I've been interested recently in ways in which we interact with the tools around us. In most of my life, this boils down to communicating ideas that are inside my brain (in the form of words) to others. In order to communicate these ideas – there are three methods that I can currently call on:

  1. spoken word
  2. written word
  3. written pictures

By far, the method that takes up the largest amount of my time and effort is method one. Because of this, I've been interested in ways that I might improve the brain-to-word throughput that I have. This investment should, hopefully, pay dividends later in life. As is with most tools, the easier and faster that you can get ideas out of your head and into the real world, the more options you have to try out ideas with minimum barrier to entry, iterate and improve.

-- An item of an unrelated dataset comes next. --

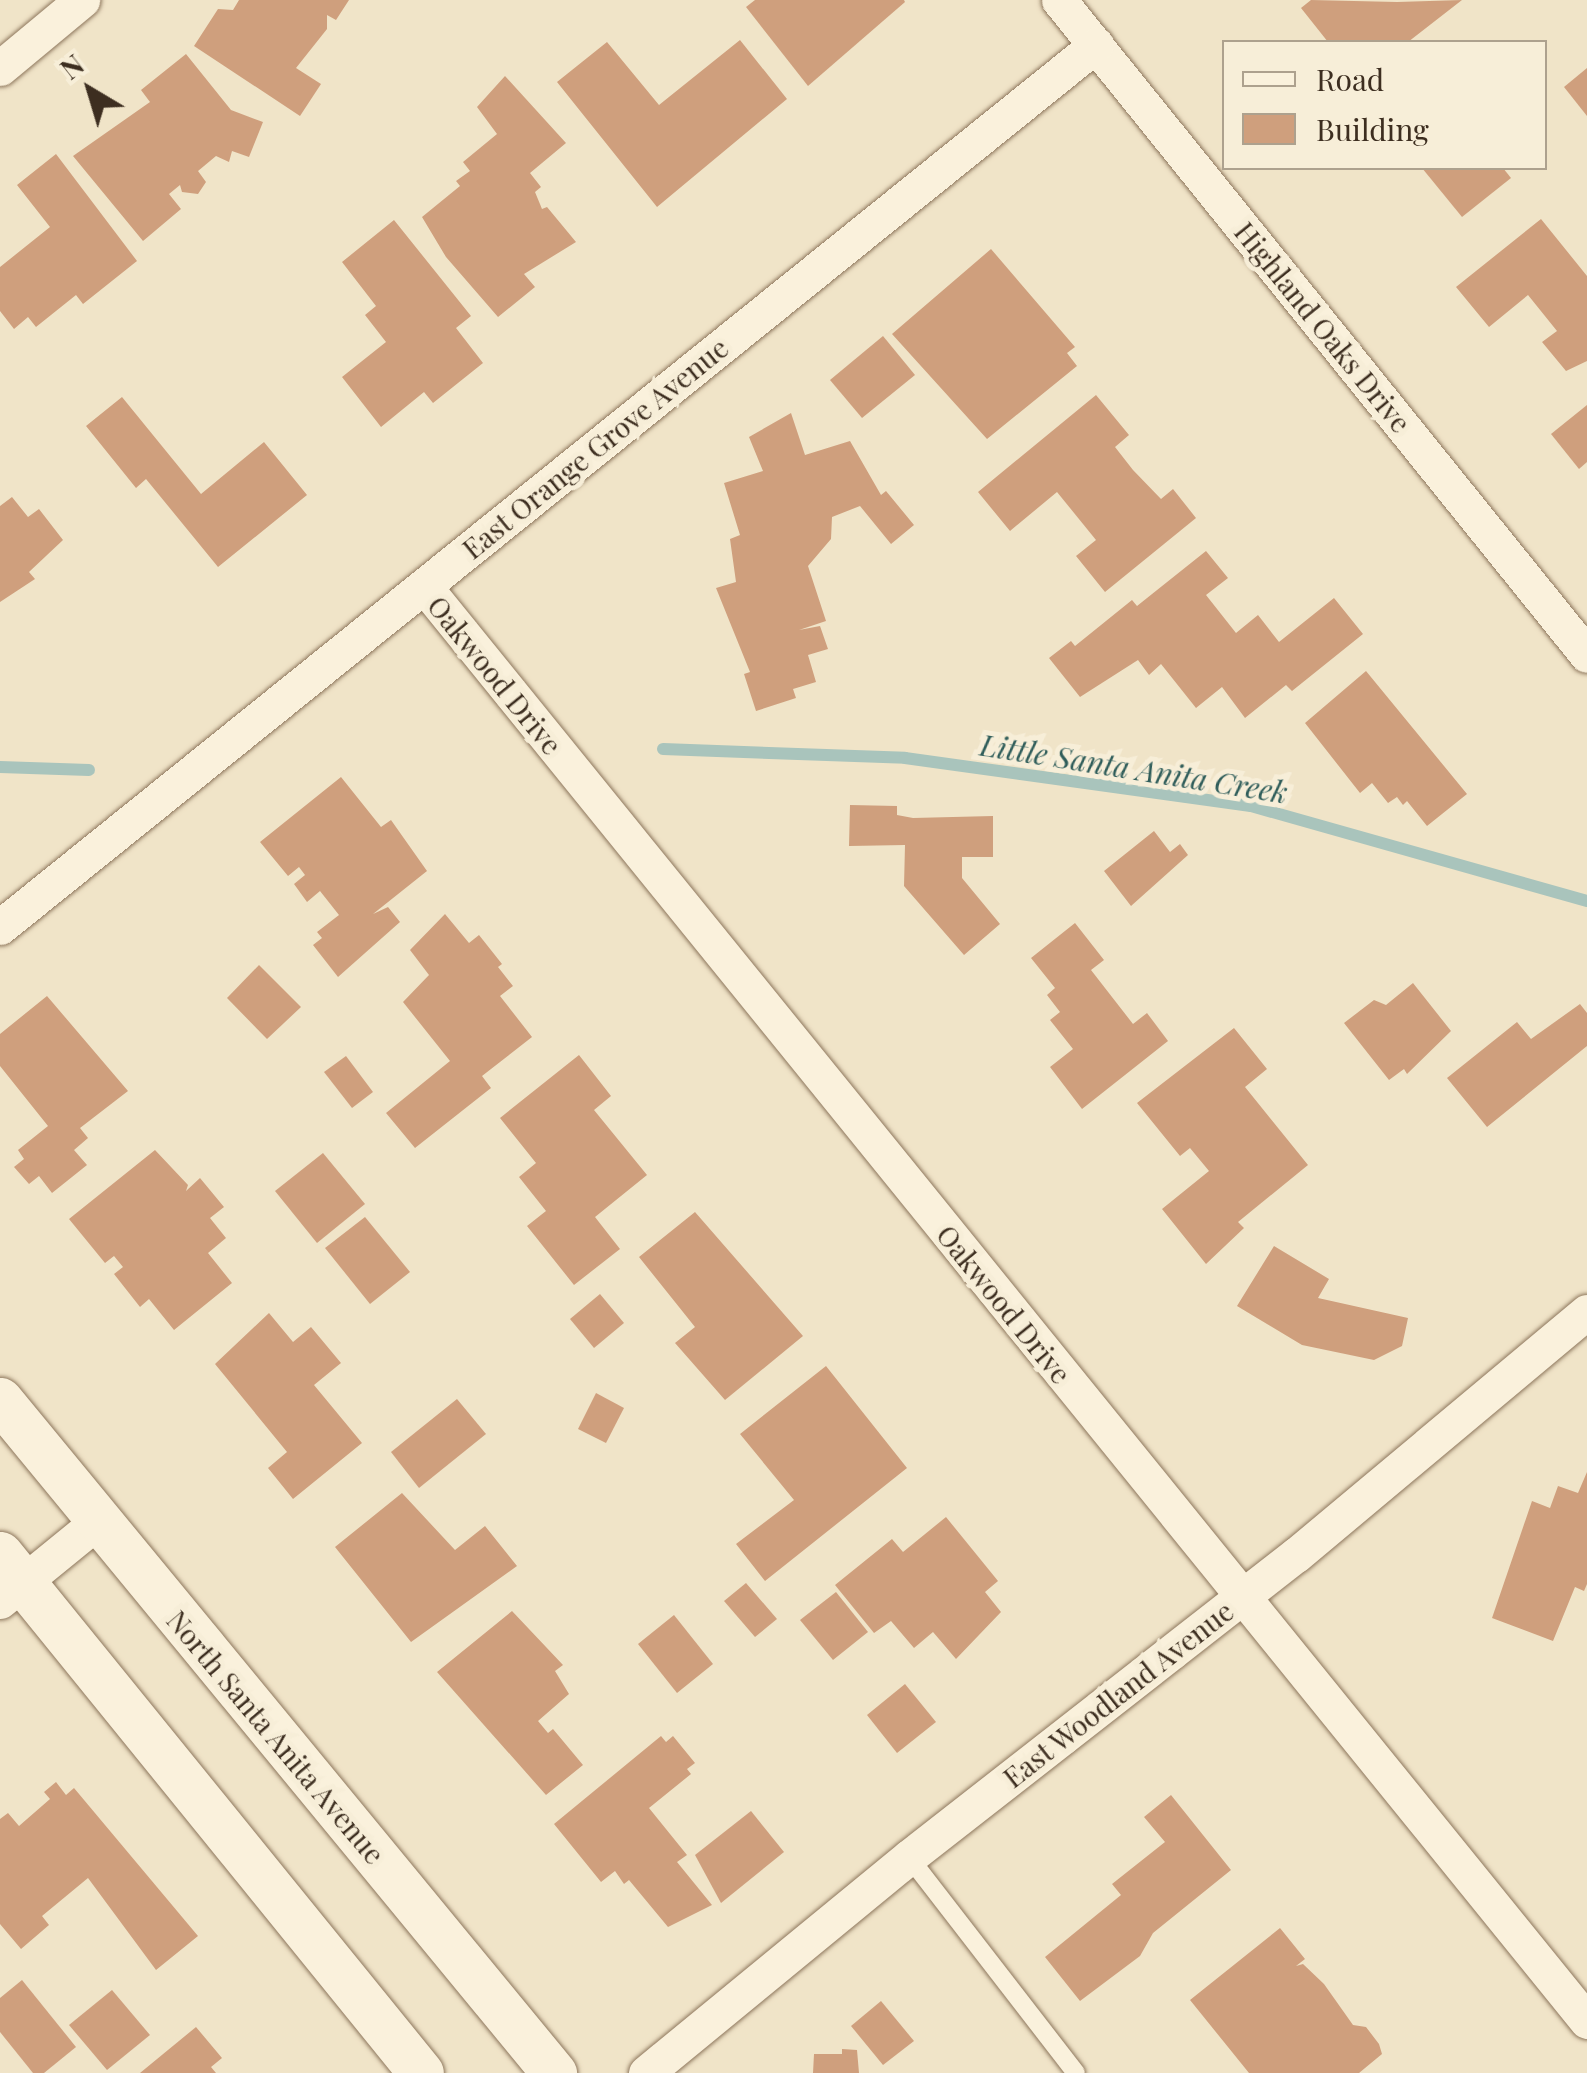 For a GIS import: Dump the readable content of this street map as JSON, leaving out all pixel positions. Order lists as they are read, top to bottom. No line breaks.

This brought my search to methods of typing. There are LOADS of keyboard loyouts, all professing to be faster than each other or more efficient. For all of these methods, however, there is a fundamental limitation: they accept that we must type one letter at a time.

I explored a number of new types of keyboard that offer more flexibility, but none of them could overcome the one-letter limitation. However, this morning I read The Art of Chording. It really rang home with my search for a better way and seems like an excellent path forwards.

Stenography, rather than use letters as the building blocks for words, uses sounds. On top of this, we can construct sounds as chords of key presses. What a fantastic system: multiple letters typed from multiple keys at once.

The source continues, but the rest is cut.